__Exercise aim__.
From the first line of the data below, repeat each line exactly until you reach the line with "function paint(path, color)"; include that line too.

[Source records]
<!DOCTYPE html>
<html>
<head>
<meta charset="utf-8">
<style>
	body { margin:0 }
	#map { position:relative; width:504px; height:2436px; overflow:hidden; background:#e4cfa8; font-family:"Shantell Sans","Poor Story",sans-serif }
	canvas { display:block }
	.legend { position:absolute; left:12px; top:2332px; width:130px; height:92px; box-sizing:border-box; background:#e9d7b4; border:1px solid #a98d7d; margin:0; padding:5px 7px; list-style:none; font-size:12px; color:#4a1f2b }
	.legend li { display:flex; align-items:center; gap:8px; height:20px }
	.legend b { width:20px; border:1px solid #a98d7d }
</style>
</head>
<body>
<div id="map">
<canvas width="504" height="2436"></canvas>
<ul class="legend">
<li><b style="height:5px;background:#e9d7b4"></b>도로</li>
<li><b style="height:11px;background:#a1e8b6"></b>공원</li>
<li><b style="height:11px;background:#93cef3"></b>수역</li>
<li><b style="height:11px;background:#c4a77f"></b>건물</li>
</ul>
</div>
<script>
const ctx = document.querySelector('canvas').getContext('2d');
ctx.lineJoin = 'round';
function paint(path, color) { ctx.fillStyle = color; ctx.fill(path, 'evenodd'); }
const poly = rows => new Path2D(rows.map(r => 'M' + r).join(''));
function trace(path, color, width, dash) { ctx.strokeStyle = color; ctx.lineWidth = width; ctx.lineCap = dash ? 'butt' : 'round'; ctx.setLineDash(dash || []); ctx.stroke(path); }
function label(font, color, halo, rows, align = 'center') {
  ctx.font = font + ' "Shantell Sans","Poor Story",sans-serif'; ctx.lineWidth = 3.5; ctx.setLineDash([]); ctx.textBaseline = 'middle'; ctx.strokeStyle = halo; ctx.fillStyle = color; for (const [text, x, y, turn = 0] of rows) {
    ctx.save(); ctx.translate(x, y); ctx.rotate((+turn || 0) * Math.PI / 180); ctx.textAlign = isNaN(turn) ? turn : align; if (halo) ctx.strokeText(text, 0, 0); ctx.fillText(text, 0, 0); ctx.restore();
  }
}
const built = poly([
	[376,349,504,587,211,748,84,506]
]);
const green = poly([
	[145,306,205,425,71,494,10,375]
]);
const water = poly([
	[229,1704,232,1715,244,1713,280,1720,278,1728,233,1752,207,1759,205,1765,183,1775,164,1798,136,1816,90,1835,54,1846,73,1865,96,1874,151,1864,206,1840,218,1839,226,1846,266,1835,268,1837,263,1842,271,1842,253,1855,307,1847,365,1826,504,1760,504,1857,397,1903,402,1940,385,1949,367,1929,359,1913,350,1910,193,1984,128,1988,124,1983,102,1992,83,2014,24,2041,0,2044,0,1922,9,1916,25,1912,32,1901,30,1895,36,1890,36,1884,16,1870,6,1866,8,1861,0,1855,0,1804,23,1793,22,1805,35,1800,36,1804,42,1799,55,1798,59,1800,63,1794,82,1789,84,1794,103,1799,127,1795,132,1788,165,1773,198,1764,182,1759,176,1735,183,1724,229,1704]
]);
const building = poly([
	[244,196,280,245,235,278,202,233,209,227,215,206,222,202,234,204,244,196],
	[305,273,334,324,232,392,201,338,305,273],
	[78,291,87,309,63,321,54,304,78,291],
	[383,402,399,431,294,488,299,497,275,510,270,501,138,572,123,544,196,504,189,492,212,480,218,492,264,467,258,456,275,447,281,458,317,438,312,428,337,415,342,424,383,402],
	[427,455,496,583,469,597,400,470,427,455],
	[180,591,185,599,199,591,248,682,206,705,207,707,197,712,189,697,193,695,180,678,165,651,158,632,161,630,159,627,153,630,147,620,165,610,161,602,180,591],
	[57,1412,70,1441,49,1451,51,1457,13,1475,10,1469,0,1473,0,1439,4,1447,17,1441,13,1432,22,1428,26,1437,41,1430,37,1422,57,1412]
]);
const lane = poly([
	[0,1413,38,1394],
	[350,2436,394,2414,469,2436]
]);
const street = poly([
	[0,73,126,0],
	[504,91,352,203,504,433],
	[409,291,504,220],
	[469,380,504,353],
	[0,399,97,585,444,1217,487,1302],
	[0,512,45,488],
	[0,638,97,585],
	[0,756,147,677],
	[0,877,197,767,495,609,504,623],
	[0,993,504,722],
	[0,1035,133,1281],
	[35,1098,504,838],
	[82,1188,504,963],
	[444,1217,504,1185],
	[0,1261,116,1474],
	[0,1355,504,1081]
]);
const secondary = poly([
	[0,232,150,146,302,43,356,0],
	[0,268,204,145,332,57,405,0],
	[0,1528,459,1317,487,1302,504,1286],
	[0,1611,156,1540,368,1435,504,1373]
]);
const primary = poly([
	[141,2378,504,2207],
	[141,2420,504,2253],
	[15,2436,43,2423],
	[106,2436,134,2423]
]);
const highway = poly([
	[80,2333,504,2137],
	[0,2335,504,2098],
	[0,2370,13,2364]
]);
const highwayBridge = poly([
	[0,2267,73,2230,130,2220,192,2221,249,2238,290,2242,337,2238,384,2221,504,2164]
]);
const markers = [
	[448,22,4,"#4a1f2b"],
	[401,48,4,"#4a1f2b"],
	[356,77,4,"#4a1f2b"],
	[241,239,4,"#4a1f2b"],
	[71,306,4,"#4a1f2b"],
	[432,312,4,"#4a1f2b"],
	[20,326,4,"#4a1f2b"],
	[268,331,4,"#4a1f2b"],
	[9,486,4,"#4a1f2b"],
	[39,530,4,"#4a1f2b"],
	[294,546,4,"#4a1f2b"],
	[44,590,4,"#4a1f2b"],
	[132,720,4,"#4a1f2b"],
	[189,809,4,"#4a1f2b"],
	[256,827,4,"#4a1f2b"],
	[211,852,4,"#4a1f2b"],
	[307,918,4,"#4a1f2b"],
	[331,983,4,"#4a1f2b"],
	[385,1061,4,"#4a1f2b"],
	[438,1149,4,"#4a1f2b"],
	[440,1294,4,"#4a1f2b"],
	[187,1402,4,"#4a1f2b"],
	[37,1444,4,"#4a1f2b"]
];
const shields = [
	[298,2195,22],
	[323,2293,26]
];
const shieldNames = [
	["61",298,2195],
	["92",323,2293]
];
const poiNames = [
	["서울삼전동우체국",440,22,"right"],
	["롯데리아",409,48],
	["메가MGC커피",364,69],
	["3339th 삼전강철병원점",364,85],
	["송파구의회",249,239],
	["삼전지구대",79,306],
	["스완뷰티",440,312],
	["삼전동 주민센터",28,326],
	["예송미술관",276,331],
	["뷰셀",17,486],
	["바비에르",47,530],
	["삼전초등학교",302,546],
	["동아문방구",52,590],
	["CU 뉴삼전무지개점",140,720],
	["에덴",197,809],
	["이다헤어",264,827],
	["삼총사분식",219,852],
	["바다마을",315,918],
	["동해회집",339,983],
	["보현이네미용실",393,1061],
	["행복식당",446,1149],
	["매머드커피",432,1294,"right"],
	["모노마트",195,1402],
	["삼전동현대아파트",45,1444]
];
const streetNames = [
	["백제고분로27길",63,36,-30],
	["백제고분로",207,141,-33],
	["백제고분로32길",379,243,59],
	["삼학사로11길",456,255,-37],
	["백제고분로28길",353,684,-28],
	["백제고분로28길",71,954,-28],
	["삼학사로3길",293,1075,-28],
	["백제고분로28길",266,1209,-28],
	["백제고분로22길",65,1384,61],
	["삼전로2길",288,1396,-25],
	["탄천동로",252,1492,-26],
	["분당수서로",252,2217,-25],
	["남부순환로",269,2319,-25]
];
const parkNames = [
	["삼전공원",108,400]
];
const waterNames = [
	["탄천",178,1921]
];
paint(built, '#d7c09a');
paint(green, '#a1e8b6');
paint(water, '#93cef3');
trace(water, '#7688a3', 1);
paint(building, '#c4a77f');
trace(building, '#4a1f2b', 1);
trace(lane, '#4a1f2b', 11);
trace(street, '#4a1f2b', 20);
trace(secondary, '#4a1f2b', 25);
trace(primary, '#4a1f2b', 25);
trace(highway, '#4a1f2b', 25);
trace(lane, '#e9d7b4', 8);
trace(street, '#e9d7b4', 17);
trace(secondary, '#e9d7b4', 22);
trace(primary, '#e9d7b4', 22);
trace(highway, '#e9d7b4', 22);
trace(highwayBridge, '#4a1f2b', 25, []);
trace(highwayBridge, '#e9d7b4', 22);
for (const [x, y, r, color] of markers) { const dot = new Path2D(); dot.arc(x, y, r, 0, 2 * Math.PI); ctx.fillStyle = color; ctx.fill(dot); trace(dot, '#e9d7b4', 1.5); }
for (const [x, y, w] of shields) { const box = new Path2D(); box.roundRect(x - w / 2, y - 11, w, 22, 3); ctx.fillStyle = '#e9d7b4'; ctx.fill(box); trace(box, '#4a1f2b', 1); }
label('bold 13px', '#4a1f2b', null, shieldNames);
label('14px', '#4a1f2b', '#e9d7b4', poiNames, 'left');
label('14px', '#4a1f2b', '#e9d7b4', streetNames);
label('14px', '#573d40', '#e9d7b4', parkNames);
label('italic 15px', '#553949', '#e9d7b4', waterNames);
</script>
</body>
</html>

__Solved problem__.
<!DOCTYPE html>
<html>
<head>
<meta charset="utf-8">
<style>
	body { margin:0 }
	#map { position:relative; width:504px; height:2436px; overflow:hidden; background:#e4cfa8; font-family:"Shantell Sans","Poor Story",sans-serif }
	canvas { display:block }
	.legend { position:absolute; left:12px; top:2332px; width:130px; height:92px; box-sizing:border-box; background:#e9d7b4; border:1px solid #a98d7d; margin:0; padding:5px 7px; list-style:none; font-size:12px; color:#4a1f2b }
	.legend li { display:flex; align-items:center; gap:8px; height:20px }
	.legend b { width:20px; border:1px solid #a98d7d }
</style>
</head>
<body>
<div id="map">
<canvas width="504" height="2436"></canvas>
<ul class="legend">
<li><b style="height:5px;background:#e9d7b4"></b>도로</li>
<li><b style="height:11px;background:#a1e8b6"></b>공원</li>
<li><b style="height:11px;background:#93cef3"></b>수역</li>
<li><b style="height:11px;background:#c4a77f"></b>건물</li>
</ul>
</div>
<script>
const ctx = document.querySelector('canvas').getContext('2d');
ctx.lineJoin = 'round';
function paint(path, color) { ctx.fillStyle = color; ctx.fill(path, 'evenodd'); }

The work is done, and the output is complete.